Some kids have all the luck. Elias Rosenfeld is not one of them. Luck is just not part of his formula for success. Instead, Rosenfeld uses self-reliance, hard work, and persistence to propel himself to the upper ranks of the senior class at Michael Krop High School.
“I’m just grateful and I’m proud of myself for the work I’ve done and that it was recognized,” Rosenfeld said, reacting to one of the biggest surprises of his young life.
Representatives from Nordstrom barged into his class and presented him with a $10,000 check, along with a brand-new MacBook laptop. Elias had just won one of 80 Nordstrom Scholarships. More than 6,000 students nationwide applied. Judging by the thunderous applause in the classroom, the kids knew they were seeing a special moment, especially because they know this young man’s story.
“I'm just shocked, I’m so grateful for the opportunity, $10,000 goes a long way,” Rosenfeld said.

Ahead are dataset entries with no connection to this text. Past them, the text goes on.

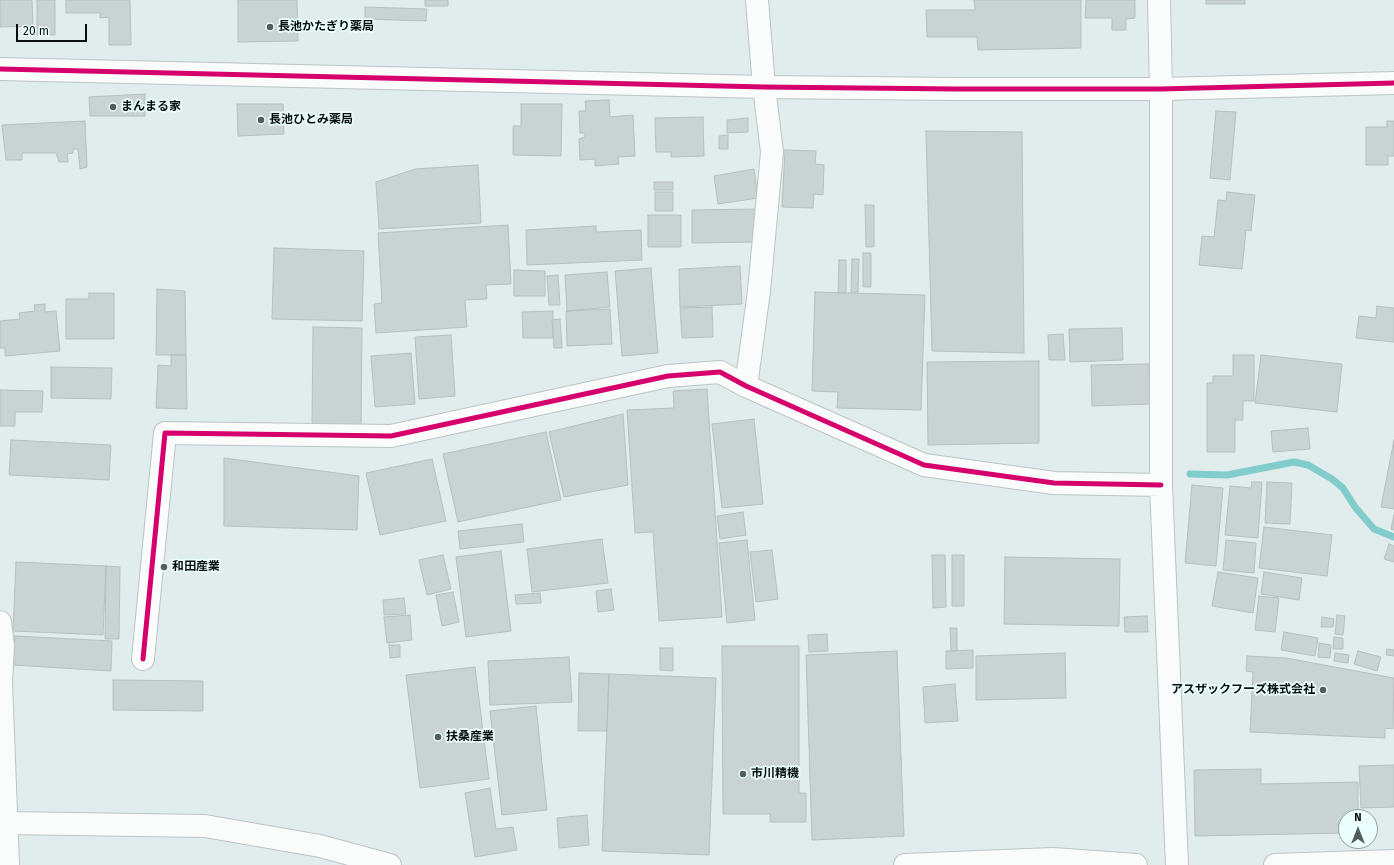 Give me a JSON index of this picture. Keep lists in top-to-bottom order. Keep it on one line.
{"places":["長池かたぎり薬局","まんまる家","長池ひとみ薬局","和田産業","アスザックフーズ株式会社","扶桑産業","市川精機"],"scale_bar":"20 m","north":"top"} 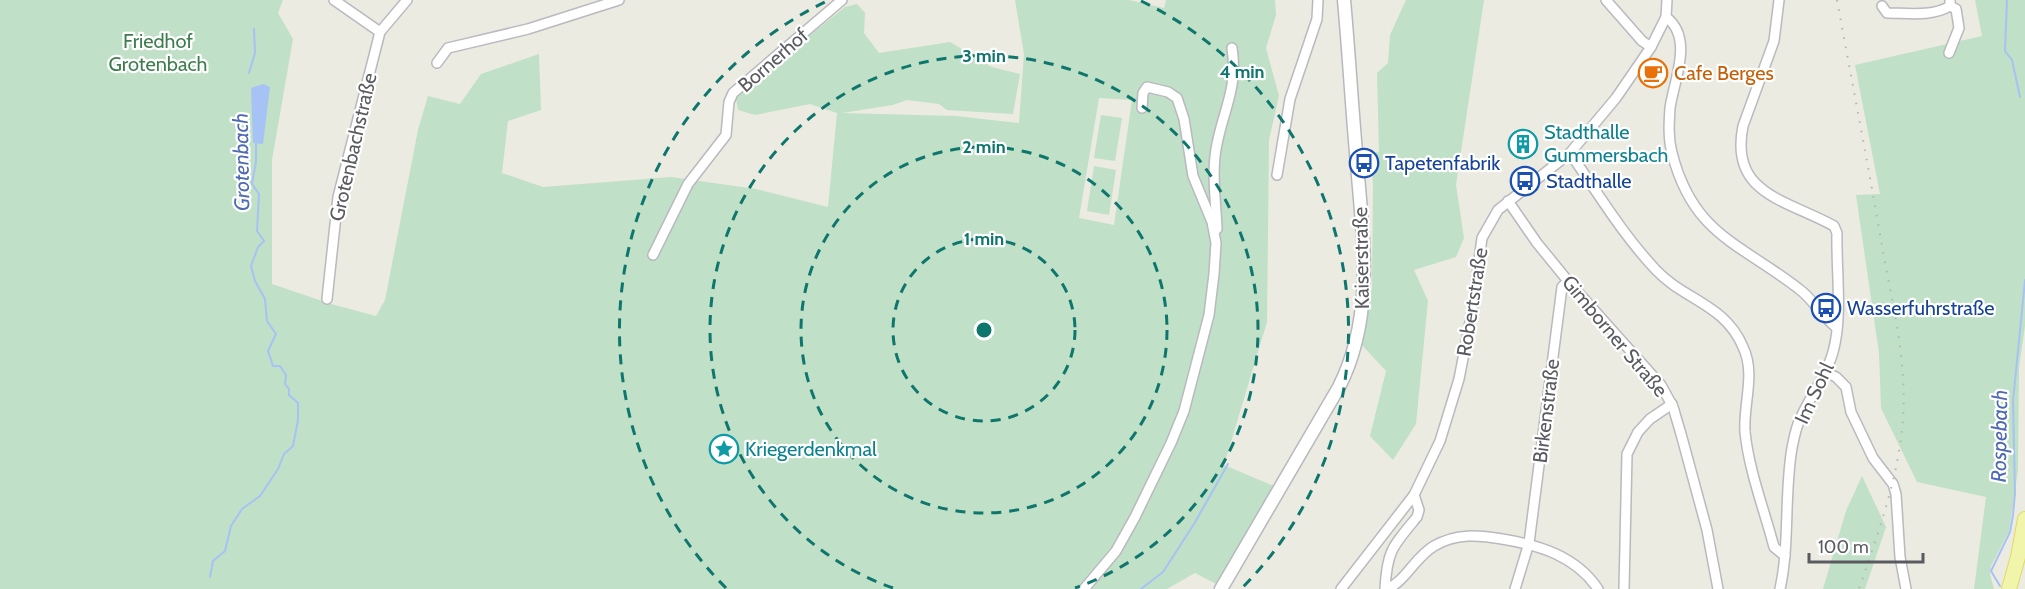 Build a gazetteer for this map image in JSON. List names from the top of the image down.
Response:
{
  "streets": {
    "street": [
      "Bornerhof",
      "Grotenbachstraße",
      "Kaiserstraße",
      "Robertstraße",
      "Gimborner Straße",
      "Im Sohl",
      "Birkenstraße"
    ]
  },
  "crossings": [
    ["Robertstraße", "Gimborner Straße"],
    ["Gimborner Straße", "Birkenstraße"]
  ],
  "water": ["Grotenbach", "Rospebach"],
  "parks": ["Friedhof Grotenbach"],
  "places": {
    "cafe": ["Cafe Berges"],
    "building": ["Stadthalle Gummersbach"],
    "bus stop": ["Tapetenfabrik", "Stadthalle", "Wasserfuhrstraße"],
    "place": ["Kriegerdenkmal"]
  },
  "scale_bar": "100 m",
  "rings": [
    "3 min",
    "4 min",
    "2 min",
    "1 min"
  ]
} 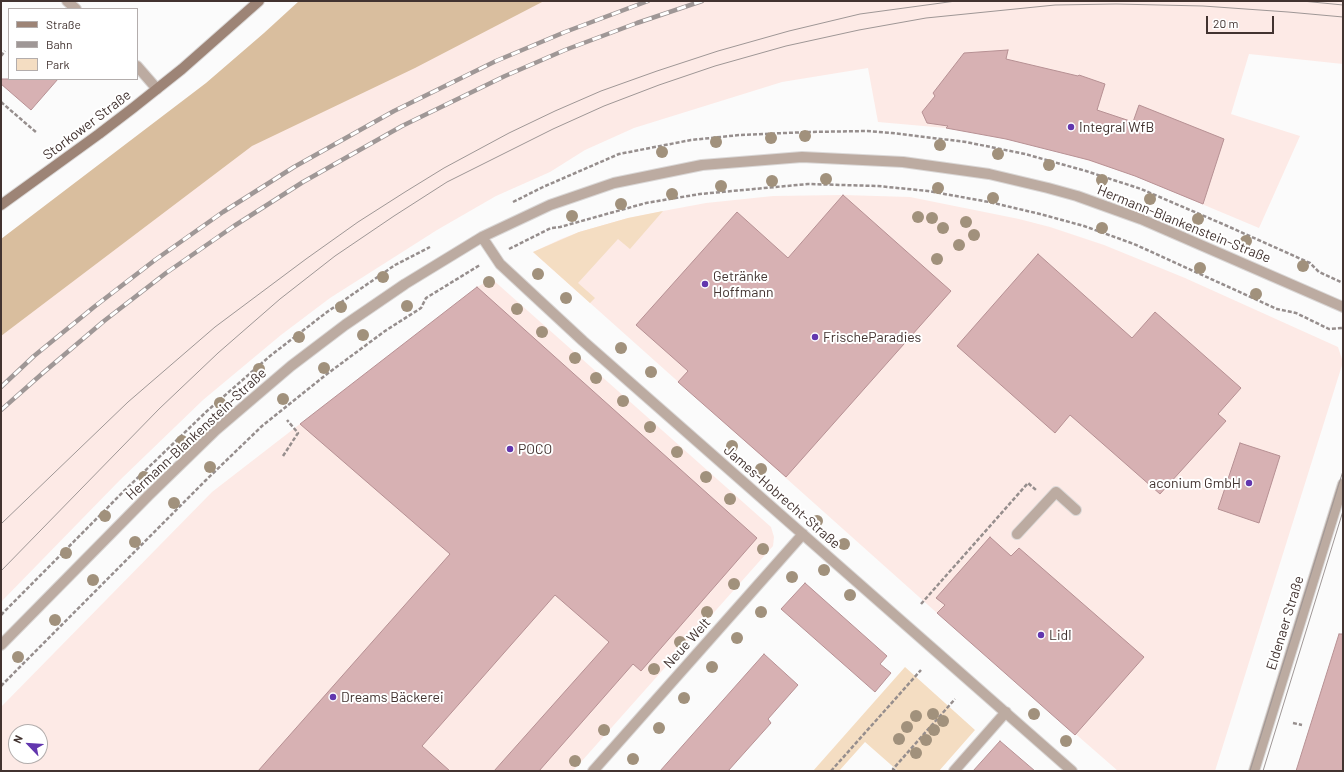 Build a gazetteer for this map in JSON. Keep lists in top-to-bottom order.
{
  "streets": {
    "main road": ["Storkower Straße"],
    "street": [
      "Hermann-Blankenstein-Straße",
      "James-Hobrecht-Straße",
      "Eldenaer Straße",
      "Neue Welt"
    ]
  },
  "crossings": [
    ["Hermann-Blankenstein-Straße", "James-Hobrecht-Straße"],
    ["James-Hobrecht-Straße", "Neue Welt"]
  ],
  "places": [
    "Integral WfB",
    "Getränke Hoffmann",
    "FrischeParadies",
    "POCO",
    "aconium GmbH",
    "Lidl",
    "Dreams Bäckerei"
  ],
  "legend": ["Straße", "Bahn", "Park"],
  "scale_bar": "20 m",
  "north": "top left"
} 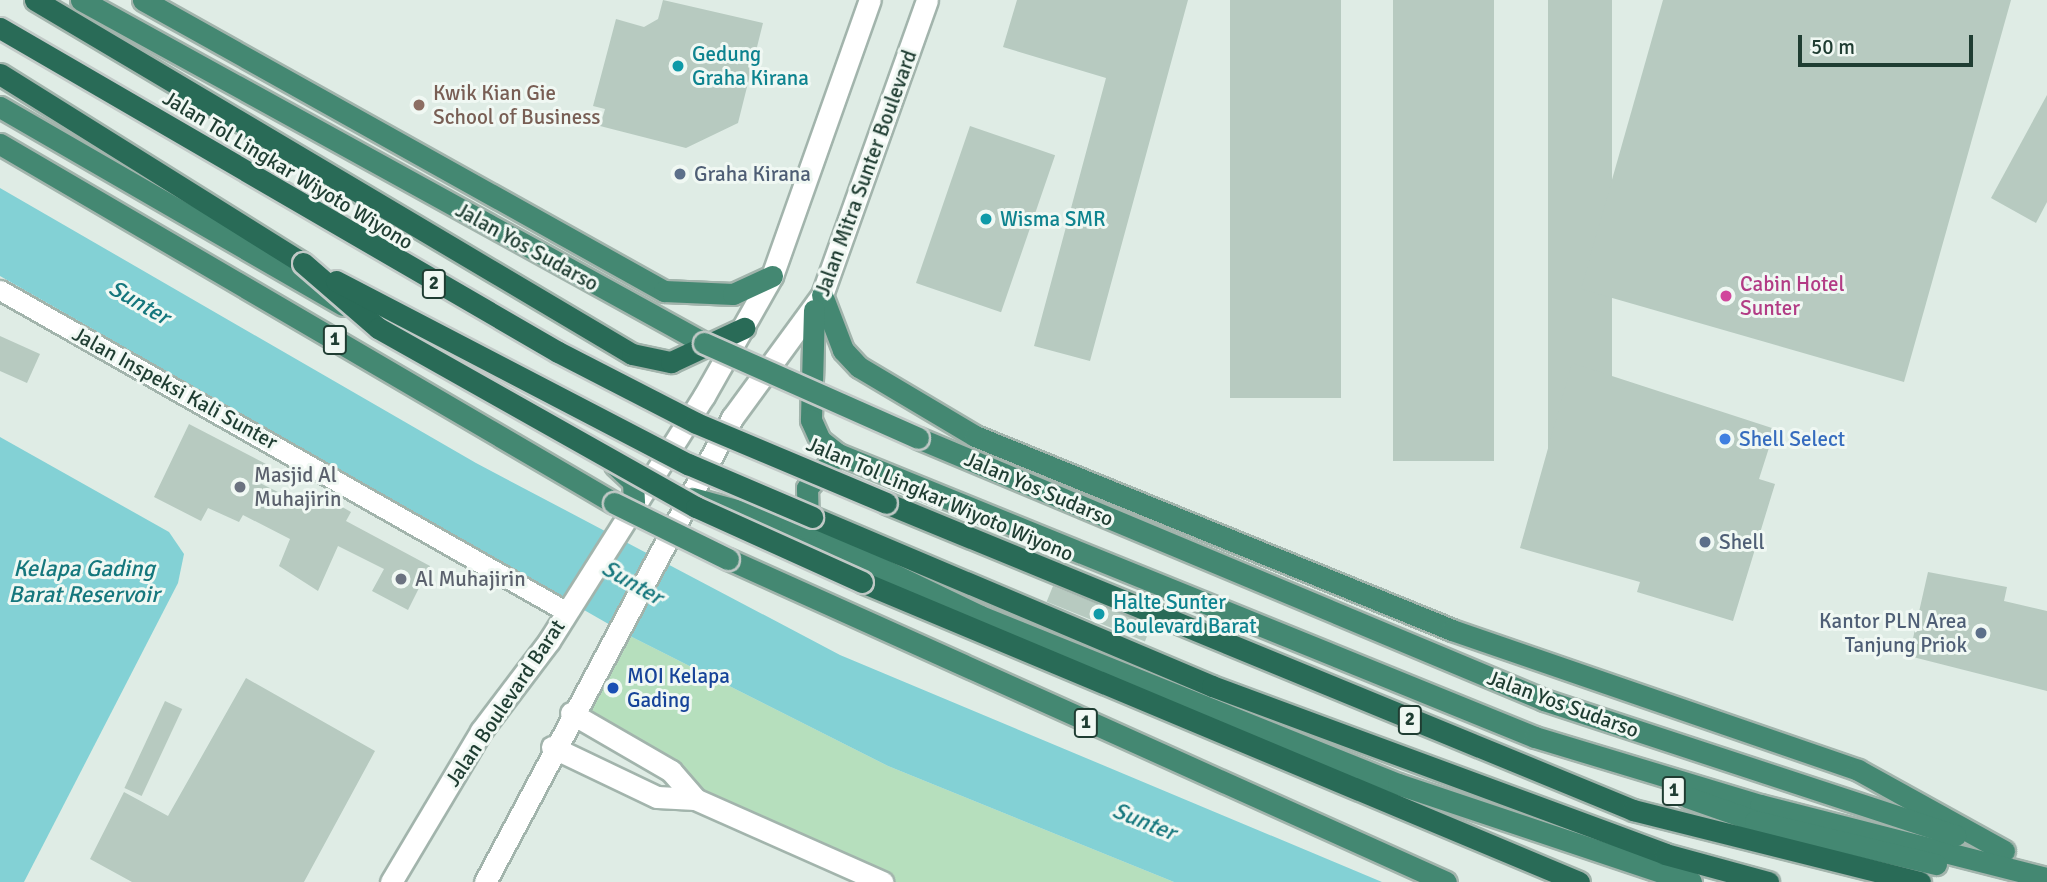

Elias, his mom, and his sister moved to Miami from Venezuela. But not long after they settled in, Rosenfeld’s mom died of cancer. He was only 13, his sister was 15. Their mother’s death not only left them to nearly fend for themselves, the siblings were now classified as undocumented immigrants. The deck seemed stacked against Rosenfeld, but he excelled anyway.
“He’s my hero, I’ve been teaching for 20 years and I have never seen a student like this young man,” said activities director Michelle Russell. “To lose your mother at such a young age, coming into high school, to not know your father, to basically have to raise yourself along with your sibling, I can’t imagine that.”
Rosenfeld says his grandfather sends money from Venezuela to support him and his sister, and he also gets support from his neighborhood synagogue. But that doesn’t make up for the absence of parents to help with daily issues. Rosenfeld still managed to earn almost straight A’s in a schedule that has include 13 AP courses. He’s also a student government leader, he’s on the speech and debate team, and he volunteers with the Children’s Trust and the Homeless Trust.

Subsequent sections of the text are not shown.